Delta Air Lines (NYSE: DAL) ha registrato un fatturato record per l’intero anno di 58,3 miliardi di dollari e solidi risultati nel quarto trimestre, eppure le azioni sono crollate del 5% nelle scambi pre-mercato di martedì.
Il crollo è avvenuto mentre gli investitori si sono concentrati su segnali di previsione e margine deludenti per il 2026 che suggeriscono che la crescita degli utili della compagnia rallenterà significativamente il prossimo anno.
Il paradosso riflette una realtà sugli utili: i titoli record possono mascherare una debolezza sottostante quando le prospettive future di un’azienda non soddisfano le aspettative del mercato.
Risultati del quarto trimestre di Delta Air Lines: ricavi record mascherano il trimestre di cautela
Il trimestre di dicembre di Delta ha generato 16,0 miliardi di dollari di ricavi operativi, in aumento del 2,9% su base annua, mentre i ricavi sull’intero anno sono aumentati del 2,3% a 58,3 miliardi di dollari.

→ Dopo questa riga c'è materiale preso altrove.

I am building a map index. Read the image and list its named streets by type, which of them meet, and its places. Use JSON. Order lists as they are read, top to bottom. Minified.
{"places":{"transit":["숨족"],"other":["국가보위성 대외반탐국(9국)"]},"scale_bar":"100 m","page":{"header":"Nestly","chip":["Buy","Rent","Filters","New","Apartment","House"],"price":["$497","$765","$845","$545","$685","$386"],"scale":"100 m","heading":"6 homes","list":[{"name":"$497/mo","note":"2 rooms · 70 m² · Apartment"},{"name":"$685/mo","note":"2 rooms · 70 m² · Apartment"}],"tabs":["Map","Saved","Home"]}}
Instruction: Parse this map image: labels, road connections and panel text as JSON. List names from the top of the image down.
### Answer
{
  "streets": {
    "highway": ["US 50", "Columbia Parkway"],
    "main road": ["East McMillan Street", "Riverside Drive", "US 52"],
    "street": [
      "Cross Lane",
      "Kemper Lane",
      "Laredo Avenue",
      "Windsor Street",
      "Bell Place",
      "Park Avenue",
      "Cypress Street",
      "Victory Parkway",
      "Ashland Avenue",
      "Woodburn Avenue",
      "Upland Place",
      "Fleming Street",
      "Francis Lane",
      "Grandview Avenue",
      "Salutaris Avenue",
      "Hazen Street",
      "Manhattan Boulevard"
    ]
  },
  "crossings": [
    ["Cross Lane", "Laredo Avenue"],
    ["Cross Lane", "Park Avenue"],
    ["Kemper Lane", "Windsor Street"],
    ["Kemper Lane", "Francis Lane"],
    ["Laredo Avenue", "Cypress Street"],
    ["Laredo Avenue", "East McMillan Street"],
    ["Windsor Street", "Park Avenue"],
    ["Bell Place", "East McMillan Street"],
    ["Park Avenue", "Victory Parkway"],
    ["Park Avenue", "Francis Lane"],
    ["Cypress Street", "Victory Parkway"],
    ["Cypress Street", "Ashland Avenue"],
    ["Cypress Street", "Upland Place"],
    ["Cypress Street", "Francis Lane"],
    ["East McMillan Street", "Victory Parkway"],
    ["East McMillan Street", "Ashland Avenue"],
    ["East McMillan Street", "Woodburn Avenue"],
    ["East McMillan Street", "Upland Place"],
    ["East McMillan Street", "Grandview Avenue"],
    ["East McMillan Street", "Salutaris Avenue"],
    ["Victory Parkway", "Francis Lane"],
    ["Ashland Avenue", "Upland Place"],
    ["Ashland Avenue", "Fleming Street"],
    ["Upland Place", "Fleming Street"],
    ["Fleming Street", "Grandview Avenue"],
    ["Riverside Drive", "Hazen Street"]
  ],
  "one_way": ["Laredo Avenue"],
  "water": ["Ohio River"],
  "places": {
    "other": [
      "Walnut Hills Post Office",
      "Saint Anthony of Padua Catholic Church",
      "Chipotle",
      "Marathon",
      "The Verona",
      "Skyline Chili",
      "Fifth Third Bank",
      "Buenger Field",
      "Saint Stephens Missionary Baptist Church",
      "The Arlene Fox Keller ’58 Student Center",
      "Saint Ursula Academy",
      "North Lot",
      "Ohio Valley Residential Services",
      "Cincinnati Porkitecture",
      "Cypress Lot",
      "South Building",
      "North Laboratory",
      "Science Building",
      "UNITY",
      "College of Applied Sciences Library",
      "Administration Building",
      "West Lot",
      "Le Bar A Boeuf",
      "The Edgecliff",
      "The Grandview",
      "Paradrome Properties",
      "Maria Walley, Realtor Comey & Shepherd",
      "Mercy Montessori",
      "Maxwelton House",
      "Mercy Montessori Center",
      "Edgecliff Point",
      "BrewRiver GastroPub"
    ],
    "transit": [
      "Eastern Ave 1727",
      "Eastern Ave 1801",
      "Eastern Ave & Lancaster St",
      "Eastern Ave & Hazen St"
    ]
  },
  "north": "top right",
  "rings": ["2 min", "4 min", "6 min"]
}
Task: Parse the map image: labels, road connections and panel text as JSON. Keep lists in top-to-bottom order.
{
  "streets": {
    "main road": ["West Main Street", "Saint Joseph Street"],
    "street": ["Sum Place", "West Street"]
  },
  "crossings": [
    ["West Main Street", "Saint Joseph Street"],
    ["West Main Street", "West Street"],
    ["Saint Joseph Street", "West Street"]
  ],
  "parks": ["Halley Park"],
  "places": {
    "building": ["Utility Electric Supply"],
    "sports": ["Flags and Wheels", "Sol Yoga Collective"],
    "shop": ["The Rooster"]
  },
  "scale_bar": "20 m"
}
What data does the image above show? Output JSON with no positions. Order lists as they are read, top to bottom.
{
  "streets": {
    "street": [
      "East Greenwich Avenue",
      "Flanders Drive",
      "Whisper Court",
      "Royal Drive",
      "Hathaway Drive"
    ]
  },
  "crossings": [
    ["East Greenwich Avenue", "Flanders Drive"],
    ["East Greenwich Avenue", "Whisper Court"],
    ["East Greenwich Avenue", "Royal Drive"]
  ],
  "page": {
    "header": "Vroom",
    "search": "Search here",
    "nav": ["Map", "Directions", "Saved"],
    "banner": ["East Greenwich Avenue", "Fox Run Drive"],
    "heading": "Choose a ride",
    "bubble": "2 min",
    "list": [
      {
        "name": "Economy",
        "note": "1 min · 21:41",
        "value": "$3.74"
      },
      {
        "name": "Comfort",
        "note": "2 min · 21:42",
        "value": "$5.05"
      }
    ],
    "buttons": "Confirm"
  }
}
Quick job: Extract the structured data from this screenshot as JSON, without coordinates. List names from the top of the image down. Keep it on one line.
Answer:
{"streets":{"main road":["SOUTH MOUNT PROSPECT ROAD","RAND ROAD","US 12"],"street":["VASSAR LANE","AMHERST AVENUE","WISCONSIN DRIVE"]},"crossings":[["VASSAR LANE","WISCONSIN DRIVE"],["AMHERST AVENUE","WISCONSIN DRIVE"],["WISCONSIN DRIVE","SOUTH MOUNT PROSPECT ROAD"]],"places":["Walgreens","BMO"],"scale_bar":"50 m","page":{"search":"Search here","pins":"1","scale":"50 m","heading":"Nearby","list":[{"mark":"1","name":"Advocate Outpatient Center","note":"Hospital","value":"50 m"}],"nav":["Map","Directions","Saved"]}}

Utili per azione rettificati di 1,55 dollari hanno superato leggermente le stime degli analisti, e la compagnia aerea ha registrato un forte flusso di cassa libera di 4,6 miliardi di dollari per il 2025, consentendo 1,3 miliardi di dollari di partecipazione agli utili per i dipendenti.
Eppure sotto i titoli si celano tendenze preoccupanti.
Il trimestre di dicembre ha registrato un ricavo totale unitario rettificato (TRASM), una metrica chiave delle compagnie aeree che misura il ricavo per miglio di posto disponibile e indica il potere di prezzo.
I ricavi delle cabine principali sono effettivamente diminuiti del 7% su base annua a 5,62 miliardi di dollari, nonostante i ricavi premium delle cabine siano aumentati del 9%.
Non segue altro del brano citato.